Bateaux-lavoirs, buanderies et blanchisseries.
Des relations entre espaces publics, espaces privés
Anny BLOCH-RAYMOND
paru dans la Revue des Sciences Sociales N° 13 & 13bis - 1984

« L'indigence chagrine a pu hésiter à recevoir le potage qui lui était offert mais elle ne
refusera pas de vêtir le linge blanc bien odorant et salubre. Sa soupe diffère de celle
du riche, son blanchissage n'en diffère pas ».
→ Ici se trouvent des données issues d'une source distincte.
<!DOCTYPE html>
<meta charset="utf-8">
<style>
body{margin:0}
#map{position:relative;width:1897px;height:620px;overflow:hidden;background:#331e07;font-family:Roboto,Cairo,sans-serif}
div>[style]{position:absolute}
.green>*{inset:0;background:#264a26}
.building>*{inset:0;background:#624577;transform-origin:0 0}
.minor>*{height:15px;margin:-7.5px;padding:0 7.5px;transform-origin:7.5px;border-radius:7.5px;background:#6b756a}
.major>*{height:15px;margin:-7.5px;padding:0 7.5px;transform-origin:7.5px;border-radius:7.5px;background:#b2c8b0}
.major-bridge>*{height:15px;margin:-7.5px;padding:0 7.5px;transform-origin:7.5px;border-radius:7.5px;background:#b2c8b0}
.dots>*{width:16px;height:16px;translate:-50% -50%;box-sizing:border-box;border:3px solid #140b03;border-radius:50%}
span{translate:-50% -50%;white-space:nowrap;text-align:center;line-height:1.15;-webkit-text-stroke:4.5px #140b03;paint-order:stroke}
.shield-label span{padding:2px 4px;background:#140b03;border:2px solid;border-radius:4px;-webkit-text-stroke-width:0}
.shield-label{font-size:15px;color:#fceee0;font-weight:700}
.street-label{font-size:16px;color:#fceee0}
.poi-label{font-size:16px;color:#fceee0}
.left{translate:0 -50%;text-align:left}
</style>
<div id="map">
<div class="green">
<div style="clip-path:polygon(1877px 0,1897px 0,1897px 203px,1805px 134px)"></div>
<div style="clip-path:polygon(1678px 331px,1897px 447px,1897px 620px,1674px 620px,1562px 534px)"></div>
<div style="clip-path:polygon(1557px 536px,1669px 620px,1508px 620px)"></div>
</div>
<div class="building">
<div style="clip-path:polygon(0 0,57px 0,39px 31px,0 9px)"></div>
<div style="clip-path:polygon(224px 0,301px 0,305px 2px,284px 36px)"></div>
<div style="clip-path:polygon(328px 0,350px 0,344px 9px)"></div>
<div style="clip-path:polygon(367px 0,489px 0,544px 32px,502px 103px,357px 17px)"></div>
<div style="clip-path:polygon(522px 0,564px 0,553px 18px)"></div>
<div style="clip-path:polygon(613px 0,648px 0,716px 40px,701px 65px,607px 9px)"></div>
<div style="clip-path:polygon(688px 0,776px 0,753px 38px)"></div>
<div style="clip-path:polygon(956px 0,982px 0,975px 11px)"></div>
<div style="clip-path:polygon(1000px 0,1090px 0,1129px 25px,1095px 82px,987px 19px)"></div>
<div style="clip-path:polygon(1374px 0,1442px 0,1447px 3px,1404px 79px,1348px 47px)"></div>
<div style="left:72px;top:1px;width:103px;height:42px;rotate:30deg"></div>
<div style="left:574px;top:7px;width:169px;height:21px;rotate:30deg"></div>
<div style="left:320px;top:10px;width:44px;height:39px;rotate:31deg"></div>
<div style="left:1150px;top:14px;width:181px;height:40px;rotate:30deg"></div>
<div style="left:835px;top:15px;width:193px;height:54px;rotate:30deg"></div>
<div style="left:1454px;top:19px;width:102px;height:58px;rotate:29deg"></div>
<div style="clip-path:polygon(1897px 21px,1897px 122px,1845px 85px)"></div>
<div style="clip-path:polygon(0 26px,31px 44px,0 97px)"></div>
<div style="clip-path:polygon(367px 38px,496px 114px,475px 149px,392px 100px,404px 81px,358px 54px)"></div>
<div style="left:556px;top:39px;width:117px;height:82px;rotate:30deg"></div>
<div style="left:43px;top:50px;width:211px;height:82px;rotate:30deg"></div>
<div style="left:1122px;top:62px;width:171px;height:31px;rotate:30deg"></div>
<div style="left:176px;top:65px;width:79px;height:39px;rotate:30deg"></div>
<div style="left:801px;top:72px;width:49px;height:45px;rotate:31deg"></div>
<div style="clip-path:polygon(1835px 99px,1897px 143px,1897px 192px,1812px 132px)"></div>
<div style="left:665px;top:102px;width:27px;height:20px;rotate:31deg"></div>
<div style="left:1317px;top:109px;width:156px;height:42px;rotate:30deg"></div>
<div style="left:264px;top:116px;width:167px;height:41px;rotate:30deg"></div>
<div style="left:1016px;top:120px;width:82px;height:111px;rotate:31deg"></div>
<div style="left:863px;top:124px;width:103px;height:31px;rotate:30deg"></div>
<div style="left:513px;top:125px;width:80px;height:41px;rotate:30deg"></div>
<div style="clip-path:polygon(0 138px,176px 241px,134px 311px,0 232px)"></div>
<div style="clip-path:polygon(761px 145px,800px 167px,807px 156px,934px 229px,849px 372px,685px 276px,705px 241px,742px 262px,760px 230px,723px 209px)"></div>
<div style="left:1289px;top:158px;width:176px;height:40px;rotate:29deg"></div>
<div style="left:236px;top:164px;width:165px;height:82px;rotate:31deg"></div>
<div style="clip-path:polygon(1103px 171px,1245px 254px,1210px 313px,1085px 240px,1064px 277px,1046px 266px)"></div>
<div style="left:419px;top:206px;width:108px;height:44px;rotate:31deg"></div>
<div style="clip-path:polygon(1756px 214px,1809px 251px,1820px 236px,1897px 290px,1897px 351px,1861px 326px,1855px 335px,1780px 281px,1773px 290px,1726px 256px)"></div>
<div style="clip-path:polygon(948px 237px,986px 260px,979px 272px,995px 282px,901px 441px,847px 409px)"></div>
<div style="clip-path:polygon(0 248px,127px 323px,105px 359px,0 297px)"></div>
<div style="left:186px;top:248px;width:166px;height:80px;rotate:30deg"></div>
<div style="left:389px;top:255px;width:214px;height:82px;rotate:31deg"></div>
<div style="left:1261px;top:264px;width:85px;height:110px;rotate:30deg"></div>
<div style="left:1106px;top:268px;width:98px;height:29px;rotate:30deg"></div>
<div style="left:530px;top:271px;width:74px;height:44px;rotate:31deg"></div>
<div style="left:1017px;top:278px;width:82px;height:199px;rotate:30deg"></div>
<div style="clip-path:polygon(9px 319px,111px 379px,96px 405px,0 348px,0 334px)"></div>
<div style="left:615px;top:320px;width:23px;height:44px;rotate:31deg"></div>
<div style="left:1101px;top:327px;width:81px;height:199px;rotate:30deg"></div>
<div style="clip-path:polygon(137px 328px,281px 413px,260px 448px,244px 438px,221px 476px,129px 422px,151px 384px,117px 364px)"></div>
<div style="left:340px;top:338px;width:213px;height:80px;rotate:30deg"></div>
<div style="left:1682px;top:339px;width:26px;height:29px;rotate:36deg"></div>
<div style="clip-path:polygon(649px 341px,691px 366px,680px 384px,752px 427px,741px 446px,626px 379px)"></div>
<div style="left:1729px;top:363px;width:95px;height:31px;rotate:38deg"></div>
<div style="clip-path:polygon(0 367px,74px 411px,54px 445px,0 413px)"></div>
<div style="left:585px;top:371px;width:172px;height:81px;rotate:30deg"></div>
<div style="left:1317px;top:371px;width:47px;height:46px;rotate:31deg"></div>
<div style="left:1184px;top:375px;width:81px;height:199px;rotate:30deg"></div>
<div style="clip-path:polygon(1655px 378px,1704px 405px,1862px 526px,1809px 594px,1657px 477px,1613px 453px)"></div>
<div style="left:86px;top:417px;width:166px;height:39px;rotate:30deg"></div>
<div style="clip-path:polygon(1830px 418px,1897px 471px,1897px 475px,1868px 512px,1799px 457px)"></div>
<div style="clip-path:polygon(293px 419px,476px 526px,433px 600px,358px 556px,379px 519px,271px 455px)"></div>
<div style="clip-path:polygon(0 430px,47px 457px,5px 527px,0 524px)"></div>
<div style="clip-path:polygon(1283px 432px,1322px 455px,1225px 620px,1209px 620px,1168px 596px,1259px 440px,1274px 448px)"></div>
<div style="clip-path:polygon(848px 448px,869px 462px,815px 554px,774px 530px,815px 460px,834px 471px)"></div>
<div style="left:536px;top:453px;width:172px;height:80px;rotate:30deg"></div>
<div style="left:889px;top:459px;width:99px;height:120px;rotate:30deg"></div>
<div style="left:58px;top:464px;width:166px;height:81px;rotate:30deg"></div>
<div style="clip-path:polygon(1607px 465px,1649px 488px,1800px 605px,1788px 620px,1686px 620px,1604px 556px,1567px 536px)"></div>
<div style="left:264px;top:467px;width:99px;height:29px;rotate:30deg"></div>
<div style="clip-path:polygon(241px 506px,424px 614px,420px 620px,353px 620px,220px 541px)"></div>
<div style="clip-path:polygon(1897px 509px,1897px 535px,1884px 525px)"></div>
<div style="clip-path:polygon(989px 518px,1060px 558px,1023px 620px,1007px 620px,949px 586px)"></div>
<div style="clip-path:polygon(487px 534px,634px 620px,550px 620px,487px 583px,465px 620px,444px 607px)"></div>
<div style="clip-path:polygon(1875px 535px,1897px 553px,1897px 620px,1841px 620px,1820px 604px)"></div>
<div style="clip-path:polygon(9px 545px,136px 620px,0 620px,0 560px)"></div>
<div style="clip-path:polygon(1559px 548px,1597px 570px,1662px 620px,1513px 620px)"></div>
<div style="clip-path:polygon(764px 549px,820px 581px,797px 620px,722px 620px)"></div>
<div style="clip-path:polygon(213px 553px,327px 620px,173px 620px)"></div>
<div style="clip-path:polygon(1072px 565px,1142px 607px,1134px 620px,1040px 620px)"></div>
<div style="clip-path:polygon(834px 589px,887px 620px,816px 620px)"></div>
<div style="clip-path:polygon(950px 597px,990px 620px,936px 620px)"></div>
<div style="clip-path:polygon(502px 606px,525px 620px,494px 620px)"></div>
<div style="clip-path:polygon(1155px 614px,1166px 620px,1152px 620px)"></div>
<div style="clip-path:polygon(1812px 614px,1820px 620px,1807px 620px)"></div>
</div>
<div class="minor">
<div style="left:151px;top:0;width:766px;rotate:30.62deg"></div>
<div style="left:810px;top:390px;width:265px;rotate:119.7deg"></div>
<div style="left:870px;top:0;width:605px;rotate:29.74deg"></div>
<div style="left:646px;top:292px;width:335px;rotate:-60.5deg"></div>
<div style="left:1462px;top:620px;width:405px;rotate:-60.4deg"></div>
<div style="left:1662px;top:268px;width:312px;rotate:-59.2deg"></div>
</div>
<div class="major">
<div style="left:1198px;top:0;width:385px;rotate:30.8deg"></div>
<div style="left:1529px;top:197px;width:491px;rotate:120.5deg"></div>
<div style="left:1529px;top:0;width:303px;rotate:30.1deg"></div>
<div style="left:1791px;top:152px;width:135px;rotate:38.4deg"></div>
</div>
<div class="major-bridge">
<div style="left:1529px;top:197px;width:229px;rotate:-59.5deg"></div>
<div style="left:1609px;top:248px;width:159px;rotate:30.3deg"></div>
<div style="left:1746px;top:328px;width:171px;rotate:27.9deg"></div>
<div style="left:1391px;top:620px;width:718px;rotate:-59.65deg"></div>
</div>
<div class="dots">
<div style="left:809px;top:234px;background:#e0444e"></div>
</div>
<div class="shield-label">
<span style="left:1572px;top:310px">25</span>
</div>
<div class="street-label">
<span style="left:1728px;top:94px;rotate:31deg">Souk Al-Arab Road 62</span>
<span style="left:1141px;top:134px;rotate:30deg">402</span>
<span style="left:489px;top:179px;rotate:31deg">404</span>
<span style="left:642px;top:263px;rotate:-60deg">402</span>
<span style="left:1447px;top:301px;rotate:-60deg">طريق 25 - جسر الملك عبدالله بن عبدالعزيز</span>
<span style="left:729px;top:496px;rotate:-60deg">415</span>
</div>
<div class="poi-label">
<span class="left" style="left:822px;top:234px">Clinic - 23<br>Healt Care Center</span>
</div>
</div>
Une comparaison de l'histoire des techniques en Europe et aux Etats-Unis a permis de déceler les empreintes culturelles de la machine à laver pour l'obtention de linge propre (1). En France, l'introduction de la machine à laver a été très lente. Les nouvelles pratiques liées à la technologie n'ont pu occulter des savoir-faire anciens, tout un répertoire de gestes et de techniques hérité au moins du 19ème siècle.

C'est ainsi que pour la ménagère française, un linge propre est nécessairement bouilli. Il s'ordonne en deux groupes : l'un passe par la machine, l'autre plus léger, plus délicat, plus intime, est lavé à la main. Dans ces conditions, le rapport de la femme à sa machine domestique n'a pu s'établir que d'une façon progressive, à la manière de l'apprivoisement au sens littéral du terme, devenir privé. L'installation de la machine à laver dans l'appartement ou la maison, a conduit à l'abandon corrélatif des espaces traditionnels de lavage.

C'est donc à une visite de ces lieux que je vous convie.

Marie-Cécile Riffaut (2) affirme à juste titre que "l'histoire du blanchissage est en grande partie celle de l'utilisation sociale de l'eau, de l'air, des sources d'énergie, de leur entrée ou rejet dans la maison". C'est aussi, me semble-t-il celle des batailles menées par les comités de bienfaisance et les hygiénistes du 19ème et du 20ème siècle contre la "guenille". Le premier en date. Cadet de Vaux, préconisa, dès 1805, le blanchissage domestique à la vapeur. Rappelons pour mémoire qu'en 1861, dans le Bas-Rhin, on comptait un indigent pour 44 habitants, un pour 39 en Haute-Alsace, un pour 20 habitants en France. Mais les classes pauvres étaient concentrées à Strasbourg, où 1/5 de la population recevait des secours (3). Sous la pression du danger et de la peur, se dégage une lutte contre les fléaux épidémiques, s'impulse la construction de bains et lavoirs gratuits, ou à prix réduit, en exécution de la loi du 3 février 1851. Les bains de rivière sont recommandés et ouverts aux classes populaires : En 1861, le bain "Herrenwasser" réservé aux hommes à la Montagne-Verte inaugure la succession de créations. Propreté et moralité ne se contredisent plus pour juger de la respectabilité du pauvre (4).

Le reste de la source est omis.